Exercise: Could you copy every line from the material below in which "button" appears?

Excerpted data:
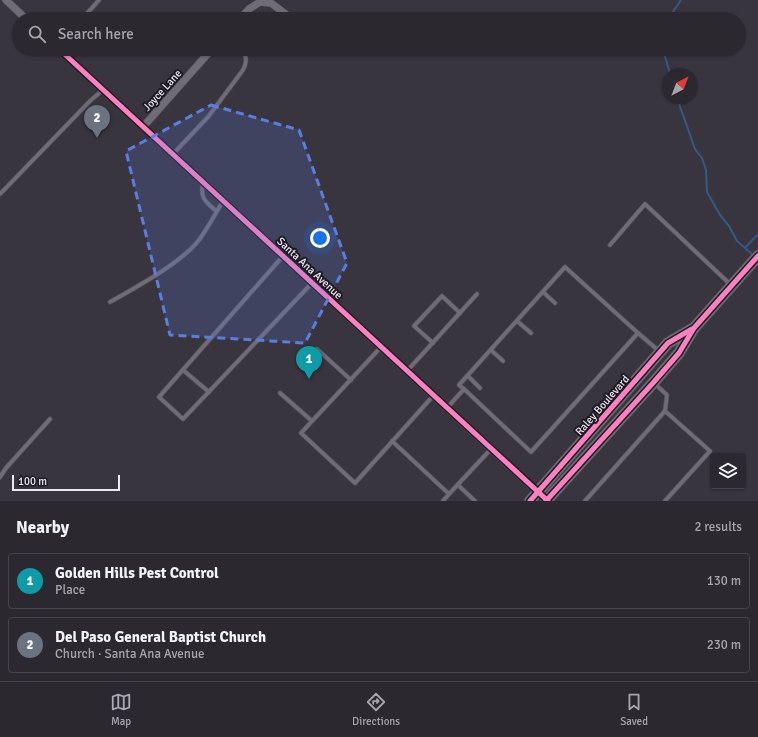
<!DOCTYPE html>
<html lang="en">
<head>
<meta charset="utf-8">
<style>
	body { margin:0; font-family:Signika,sans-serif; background:#37343b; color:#f1f3f6 }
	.controls { position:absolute; right:12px; bottom:12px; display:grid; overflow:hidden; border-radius:4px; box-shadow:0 1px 3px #0004 }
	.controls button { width:36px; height:36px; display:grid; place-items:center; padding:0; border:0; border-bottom:1px solid #47444b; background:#2b282f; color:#f1f3f6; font:20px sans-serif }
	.compass { position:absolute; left:662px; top:68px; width:36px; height:36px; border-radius:50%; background:#2b282f; box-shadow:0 1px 3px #0004; rotate:42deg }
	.scale { position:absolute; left:12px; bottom:10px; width:108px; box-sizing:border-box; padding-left:4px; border:2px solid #ebe7f3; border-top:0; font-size:11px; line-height:14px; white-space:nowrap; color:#ebe7f3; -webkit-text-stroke:3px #1e1b23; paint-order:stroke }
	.you { position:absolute; left:320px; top:238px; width:14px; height:14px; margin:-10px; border:3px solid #fff; border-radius:50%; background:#1a73e8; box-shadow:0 0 0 6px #1a73e833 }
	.badge { display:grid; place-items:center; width:26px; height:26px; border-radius:50%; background:#ada9b4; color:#fff; font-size:13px; font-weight:700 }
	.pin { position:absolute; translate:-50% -33px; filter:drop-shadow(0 1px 2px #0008) }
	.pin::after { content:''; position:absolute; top:21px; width:14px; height:12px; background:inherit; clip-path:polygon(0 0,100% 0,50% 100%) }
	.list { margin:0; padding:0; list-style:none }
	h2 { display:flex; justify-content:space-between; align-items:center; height:52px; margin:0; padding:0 16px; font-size:17px }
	h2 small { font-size:13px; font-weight:400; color:#a6a6aa }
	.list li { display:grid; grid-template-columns:26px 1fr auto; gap:12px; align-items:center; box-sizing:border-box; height:56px; margin:0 8px 8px; padding:0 8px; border:1px solid #47444b; border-radius:4px }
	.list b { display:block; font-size:15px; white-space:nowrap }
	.list p { margin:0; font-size:13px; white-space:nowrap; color:#a6a6aa }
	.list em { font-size:13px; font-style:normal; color:#a6a6aa }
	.icon { flex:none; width:22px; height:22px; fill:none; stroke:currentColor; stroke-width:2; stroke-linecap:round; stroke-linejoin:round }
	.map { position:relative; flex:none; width:758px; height:501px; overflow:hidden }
	.search { position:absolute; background:#2b282f; box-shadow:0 1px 3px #0004; left:12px; right:12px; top:12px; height:44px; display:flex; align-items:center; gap:10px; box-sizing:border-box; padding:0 14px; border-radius:22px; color:#a6a6aa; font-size:15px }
	.sheet { height:180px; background:#2b282f }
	nav { display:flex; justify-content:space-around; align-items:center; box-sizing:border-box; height:56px; border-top:1px solid #47444b; background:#2b282f; font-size:11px; color:#a6a6aa }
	nav a { display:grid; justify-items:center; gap:2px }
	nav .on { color:#ada9b4 }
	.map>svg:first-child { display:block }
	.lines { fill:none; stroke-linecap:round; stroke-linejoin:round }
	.stream { stroke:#325988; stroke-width:2 }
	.lane-casing { stroke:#56535b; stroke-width:5 }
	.street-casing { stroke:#56535b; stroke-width:8 }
	.secondary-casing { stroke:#56535b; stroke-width:12 }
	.lane { stroke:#706c75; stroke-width:3.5 }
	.street { stroke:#706c75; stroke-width:7 }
	.secondary { stroke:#706c75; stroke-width:11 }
	.cycleway-casing { stroke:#1e1b23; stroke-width:8 }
	.cycleway { stroke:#ff80c0; stroke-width:5 }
	.marked { fill:#5b7ce0; fill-opacity:0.2; stroke:#5b7ce0; stroke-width:3; stroke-dasharray:8 5; stroke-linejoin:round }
	.labels { text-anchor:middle; stroke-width:4; stroke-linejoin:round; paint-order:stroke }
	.street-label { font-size:11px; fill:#ebe7f3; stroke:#1e1b23 }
</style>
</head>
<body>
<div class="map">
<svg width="758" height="501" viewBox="0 0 758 501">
	<rect width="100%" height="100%" fill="#39353f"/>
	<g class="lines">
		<g class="stream">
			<path d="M668 19 681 0"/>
			<path d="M663 49 670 74"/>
			<path d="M677 98 695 149 702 158 706 170 707 192 720 215 729 226 737 241 753 255"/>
			<path d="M745 248 758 234"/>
		</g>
		<g class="lane-casing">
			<g id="lane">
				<path d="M82 19 99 0"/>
				<path d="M173 154 208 117 243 70C247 62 247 57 242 49"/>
				<path d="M203 182C200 199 205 201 216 211"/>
				<path d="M0 194 91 100 103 90"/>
				<path d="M610 245 645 204 731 285"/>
				<path d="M283 256 159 397 183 419 312 283"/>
				<path d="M543 292 555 303"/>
				<path d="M110 302C135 288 181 263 199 240 208 228 215 214 223 201"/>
				<path d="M517 321 531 333"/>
				<path d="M433 343 414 326 442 296 460 313"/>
				<path d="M381 347 301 433 355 483 433 396"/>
				<path d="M317 349 351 380"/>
				<path d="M491 350 503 361"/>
				<path d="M183 370 209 392"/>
				<path d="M407 371 477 294"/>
				<path d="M468 376 480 388"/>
				<path d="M654 383 667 395 665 411 710 451 665 501"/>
				<path d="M464 389 459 385 565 267 638 333"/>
				<path d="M280 393 312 421"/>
				<path d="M447 408 464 389 531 452 638 333 659 351"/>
				<path d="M392 441 449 494 443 501"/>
				<path d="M0 477 6 468 50 419"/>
				<path d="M458 485 475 501"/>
				<path d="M449 494 491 449"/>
				<path d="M585 501 665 411"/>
			</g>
		</g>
		<g class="street-casing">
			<g id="street">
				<path d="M6 0 26 19"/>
				<path d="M240 19 249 9 260 2 271 3 292 19"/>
				<path d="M59 49 540 494"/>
				<path d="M143 127 212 49"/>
			</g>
		</g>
		<g class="secondary-casing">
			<g id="secondary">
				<path d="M530 501 668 343 692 329"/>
				<path d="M546 501 653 383 679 353 694 328 758 256"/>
			</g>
		</g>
		<use href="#lane" class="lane"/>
		<use href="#street" class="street"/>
		<use href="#secondary" class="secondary"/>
		<g class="cycleway-casing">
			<g id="cycleway">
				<path d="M59 49 548 501"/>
				<path d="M530 501 668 343 692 329"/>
				<path d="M546 501 653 383 679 353 694 328 758 256"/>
			</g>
		</g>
		<use href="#cycleway" class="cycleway"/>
	</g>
	<path class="marked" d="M211 105 299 130 347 263 305 343 170 335 126 151Z"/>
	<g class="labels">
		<g class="street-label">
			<text transform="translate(162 90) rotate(-48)" y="4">Joyce Lane</text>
			<text transform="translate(310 268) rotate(43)" y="4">Santa Ana Avenue</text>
			<text transform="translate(602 405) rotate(-49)" y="4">Raley Boulevard</text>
		</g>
	</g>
</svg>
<div class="controls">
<button><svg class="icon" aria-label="layers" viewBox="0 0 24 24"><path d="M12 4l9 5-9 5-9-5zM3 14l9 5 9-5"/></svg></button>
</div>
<svg class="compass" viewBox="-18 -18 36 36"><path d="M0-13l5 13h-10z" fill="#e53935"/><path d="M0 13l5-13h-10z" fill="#a6a6aa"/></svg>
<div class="scale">100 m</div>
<div class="you"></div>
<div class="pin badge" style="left:309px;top:379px;background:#0f9aa8">1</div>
<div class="pin badge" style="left:97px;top:138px;background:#6b7280">2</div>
<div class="search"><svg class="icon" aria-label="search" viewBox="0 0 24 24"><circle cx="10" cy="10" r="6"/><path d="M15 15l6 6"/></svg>Search here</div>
</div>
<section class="sheet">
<h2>Nearby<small>2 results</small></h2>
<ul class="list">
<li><span class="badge" style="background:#0f9aa8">1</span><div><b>Golden Hills Pest Control</b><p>Place</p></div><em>130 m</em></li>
<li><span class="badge" style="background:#6b7280">2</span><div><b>Del Paso General Baptist Church</b><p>Church · Santa Ana Avenue</p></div><em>230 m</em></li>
</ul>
</section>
<nav>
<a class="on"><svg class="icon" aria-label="map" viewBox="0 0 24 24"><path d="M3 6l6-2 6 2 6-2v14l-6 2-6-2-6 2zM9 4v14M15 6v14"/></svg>Map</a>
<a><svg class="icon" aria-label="directions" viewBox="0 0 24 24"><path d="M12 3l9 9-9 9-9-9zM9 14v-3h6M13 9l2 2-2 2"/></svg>Directions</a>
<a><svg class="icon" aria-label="saved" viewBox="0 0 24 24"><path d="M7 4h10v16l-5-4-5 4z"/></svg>Saved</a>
</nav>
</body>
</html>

Solution to this problem:
	.controls button { width:36px; height:36px; display:grid; place-items:center; padding:0; border:0; border-bottom:1px solid #47444b; background:#2b282f; color:#f1f3f6; font:20px sans-serif }
<button><svg class="icon" aria-label="layers" viewBox="0 0 24 24"><path d="M12 4l9 5-9 5-9-5zM3 14l9 5 9-5"/></svg></button>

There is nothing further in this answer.